/---

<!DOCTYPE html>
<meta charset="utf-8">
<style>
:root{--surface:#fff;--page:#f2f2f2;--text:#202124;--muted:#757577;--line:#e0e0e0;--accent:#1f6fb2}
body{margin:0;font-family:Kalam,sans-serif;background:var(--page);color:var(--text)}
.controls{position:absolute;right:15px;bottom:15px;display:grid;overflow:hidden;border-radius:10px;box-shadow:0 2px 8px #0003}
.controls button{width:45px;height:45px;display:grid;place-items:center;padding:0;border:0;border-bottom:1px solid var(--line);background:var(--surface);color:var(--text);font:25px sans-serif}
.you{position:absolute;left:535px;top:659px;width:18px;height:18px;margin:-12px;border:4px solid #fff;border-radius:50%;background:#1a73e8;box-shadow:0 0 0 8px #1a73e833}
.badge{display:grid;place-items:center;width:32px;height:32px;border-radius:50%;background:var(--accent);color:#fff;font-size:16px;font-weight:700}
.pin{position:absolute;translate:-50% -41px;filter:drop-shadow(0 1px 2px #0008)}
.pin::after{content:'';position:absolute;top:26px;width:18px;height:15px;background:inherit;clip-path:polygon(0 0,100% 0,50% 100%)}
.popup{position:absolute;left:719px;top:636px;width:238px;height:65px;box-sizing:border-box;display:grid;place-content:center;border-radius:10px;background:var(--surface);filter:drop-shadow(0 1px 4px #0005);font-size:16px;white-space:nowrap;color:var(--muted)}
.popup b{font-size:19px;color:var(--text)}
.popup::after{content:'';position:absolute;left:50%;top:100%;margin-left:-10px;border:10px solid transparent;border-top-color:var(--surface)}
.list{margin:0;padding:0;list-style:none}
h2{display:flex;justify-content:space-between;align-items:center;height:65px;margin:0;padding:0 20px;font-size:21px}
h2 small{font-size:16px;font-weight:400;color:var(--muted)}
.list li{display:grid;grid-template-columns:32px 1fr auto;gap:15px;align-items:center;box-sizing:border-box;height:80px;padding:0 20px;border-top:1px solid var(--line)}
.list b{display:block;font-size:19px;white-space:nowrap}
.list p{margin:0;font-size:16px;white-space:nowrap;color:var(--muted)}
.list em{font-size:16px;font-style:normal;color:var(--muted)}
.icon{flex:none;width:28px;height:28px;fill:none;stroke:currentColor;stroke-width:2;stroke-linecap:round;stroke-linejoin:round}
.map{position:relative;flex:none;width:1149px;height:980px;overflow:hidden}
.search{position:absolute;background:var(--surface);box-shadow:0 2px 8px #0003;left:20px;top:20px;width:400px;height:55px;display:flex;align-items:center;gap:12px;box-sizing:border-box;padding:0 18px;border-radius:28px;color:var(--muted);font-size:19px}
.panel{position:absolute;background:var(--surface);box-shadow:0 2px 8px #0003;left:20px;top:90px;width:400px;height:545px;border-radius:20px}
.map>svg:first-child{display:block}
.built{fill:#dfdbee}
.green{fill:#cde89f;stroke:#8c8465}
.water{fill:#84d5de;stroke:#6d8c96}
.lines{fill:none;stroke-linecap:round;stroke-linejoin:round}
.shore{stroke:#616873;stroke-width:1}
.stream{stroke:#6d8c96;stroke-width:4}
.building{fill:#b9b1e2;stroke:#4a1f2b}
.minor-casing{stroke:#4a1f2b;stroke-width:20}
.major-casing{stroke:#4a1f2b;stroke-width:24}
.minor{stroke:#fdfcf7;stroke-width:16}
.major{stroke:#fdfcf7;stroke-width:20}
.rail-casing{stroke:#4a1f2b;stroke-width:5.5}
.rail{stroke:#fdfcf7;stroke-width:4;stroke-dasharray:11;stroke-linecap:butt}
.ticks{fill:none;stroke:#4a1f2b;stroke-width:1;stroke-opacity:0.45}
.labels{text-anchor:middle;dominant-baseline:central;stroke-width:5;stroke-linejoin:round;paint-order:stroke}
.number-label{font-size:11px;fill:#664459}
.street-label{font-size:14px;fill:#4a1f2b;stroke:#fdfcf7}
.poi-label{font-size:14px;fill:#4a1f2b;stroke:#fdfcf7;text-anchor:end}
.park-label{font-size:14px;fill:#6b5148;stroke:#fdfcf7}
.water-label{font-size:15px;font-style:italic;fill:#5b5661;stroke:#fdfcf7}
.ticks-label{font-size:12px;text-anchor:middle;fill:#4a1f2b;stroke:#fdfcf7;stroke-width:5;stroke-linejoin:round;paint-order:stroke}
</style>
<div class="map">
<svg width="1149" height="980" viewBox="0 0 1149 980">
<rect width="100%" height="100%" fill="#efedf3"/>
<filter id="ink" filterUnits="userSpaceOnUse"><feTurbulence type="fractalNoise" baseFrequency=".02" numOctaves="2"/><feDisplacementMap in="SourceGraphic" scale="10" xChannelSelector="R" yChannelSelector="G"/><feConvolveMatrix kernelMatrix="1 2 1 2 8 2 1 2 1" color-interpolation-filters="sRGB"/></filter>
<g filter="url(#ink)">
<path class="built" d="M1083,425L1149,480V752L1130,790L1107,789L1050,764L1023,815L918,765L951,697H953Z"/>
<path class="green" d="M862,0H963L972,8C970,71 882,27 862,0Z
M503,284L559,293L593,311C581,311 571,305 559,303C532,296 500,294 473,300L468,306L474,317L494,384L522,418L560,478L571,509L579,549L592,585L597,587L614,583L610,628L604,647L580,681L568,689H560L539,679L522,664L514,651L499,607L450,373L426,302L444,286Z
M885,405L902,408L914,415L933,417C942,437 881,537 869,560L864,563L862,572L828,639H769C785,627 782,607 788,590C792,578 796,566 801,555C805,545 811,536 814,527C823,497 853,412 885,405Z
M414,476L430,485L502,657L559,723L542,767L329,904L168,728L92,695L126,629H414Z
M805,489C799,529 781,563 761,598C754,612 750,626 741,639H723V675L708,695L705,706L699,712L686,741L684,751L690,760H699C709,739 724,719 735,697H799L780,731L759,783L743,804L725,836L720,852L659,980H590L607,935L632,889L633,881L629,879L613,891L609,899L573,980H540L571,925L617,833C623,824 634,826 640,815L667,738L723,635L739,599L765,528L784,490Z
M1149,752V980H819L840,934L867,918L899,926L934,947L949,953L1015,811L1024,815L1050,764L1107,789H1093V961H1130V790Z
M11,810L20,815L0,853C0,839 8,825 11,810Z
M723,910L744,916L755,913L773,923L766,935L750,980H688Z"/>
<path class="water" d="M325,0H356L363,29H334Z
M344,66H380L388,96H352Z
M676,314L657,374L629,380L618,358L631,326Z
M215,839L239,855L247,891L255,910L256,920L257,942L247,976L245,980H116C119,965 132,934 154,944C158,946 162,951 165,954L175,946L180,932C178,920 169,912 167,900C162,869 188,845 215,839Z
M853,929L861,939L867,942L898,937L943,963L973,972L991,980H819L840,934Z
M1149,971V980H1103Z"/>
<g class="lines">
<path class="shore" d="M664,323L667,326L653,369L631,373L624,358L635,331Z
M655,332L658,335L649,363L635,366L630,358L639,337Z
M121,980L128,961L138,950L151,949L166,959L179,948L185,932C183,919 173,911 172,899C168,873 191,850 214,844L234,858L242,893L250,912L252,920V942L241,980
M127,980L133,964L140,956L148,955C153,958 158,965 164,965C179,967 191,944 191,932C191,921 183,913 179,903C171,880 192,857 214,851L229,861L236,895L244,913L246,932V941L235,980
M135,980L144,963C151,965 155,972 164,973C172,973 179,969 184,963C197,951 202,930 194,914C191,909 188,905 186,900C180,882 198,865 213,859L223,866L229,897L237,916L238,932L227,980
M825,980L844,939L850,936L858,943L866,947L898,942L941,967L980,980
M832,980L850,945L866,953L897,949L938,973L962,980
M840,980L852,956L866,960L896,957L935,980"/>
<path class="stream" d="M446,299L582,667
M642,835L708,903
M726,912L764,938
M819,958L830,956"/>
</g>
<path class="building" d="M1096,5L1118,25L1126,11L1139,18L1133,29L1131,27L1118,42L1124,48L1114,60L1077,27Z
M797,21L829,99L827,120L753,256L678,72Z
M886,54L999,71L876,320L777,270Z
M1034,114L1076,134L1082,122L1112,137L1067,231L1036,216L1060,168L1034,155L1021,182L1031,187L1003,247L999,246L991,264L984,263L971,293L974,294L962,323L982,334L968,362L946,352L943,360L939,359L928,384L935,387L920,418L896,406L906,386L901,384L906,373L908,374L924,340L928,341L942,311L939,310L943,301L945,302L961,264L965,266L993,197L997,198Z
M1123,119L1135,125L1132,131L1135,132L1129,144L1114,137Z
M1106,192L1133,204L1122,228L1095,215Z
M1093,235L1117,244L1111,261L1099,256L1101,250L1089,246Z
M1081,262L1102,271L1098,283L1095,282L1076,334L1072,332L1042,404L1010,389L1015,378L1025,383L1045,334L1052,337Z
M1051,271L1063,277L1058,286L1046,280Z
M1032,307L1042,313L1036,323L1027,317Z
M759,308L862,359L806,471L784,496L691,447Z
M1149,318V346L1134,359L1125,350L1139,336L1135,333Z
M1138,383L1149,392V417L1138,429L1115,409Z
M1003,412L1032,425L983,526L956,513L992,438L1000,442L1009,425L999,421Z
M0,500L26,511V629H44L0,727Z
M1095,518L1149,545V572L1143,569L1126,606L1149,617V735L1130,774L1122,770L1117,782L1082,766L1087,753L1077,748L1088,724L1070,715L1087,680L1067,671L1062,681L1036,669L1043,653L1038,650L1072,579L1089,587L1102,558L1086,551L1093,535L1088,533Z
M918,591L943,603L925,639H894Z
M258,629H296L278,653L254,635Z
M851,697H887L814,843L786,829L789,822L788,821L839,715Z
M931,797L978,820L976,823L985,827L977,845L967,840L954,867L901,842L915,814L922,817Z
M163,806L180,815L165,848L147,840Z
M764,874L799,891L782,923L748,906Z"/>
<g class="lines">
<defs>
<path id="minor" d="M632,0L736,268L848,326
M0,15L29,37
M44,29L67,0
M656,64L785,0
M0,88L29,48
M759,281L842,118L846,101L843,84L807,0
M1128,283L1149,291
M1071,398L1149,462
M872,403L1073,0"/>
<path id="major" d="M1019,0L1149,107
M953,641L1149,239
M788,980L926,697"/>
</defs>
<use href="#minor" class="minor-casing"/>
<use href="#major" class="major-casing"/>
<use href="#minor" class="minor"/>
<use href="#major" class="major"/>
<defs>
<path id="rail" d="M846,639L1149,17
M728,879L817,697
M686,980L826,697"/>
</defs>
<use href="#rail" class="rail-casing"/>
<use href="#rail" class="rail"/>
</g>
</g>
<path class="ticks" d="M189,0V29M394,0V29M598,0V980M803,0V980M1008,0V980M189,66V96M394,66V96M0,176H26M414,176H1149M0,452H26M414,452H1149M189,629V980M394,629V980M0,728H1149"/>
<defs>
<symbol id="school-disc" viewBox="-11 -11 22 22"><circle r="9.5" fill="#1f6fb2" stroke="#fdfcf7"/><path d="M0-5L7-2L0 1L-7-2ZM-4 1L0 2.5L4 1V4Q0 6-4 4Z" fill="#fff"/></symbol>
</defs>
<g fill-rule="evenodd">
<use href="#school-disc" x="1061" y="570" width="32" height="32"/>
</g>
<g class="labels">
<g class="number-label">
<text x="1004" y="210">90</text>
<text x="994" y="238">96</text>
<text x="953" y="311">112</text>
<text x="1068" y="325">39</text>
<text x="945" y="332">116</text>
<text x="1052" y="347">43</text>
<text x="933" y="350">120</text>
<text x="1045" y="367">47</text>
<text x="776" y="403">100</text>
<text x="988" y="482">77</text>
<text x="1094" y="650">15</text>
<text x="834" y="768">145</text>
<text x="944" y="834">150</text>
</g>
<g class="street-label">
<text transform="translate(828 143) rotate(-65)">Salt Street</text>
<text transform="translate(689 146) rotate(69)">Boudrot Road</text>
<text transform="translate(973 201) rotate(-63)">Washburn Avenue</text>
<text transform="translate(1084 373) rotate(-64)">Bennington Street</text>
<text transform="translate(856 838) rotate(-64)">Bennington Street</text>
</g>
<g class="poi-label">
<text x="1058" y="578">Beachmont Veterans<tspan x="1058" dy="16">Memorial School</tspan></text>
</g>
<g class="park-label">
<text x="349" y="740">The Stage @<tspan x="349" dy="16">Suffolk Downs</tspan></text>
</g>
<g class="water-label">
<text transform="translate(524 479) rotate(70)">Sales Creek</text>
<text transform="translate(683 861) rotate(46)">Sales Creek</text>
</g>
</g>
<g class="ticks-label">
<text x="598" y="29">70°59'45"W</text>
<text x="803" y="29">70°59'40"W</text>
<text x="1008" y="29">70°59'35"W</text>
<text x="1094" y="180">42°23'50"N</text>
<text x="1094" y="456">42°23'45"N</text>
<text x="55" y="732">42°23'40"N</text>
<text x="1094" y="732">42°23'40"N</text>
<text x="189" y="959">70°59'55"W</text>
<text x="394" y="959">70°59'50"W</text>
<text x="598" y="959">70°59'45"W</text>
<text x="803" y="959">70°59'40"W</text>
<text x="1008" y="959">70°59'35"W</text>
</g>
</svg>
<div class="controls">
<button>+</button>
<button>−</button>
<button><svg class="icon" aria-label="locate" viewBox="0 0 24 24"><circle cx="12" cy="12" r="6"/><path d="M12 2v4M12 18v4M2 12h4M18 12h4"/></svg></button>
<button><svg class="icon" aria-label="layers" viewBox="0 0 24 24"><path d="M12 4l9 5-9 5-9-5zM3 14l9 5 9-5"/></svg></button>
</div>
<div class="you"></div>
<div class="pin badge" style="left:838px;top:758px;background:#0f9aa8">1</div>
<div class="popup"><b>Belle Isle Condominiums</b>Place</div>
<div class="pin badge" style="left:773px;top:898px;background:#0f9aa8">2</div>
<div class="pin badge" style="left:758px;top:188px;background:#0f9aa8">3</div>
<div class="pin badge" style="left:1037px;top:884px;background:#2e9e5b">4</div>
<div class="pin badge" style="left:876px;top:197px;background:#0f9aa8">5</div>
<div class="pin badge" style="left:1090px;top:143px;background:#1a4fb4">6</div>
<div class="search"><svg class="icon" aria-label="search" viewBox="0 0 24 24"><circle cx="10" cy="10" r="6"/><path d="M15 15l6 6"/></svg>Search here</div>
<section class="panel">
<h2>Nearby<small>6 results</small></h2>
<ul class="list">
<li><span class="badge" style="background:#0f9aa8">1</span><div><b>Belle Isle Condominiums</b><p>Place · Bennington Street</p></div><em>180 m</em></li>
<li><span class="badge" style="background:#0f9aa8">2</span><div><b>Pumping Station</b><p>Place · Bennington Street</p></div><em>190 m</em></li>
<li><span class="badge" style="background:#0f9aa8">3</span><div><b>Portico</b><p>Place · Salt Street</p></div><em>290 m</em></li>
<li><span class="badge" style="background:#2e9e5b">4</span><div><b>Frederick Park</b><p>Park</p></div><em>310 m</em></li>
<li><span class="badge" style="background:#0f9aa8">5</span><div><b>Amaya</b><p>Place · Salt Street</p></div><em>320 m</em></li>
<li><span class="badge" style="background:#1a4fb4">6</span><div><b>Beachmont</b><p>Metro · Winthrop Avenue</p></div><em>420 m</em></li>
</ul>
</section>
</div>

\---

Check each line of the records above for "serif", and copy those that have it.

body{margin:0;font-family:Kalam,sans-serif;background:var(--page);color:var(--text)}
.controls button{width:45px;height:45px;display:grid;place-items:center;padding:0;border:0;border-bottom:1px solid var(--line);background:var(--surface);color:var(--text);font:25px sans-serif}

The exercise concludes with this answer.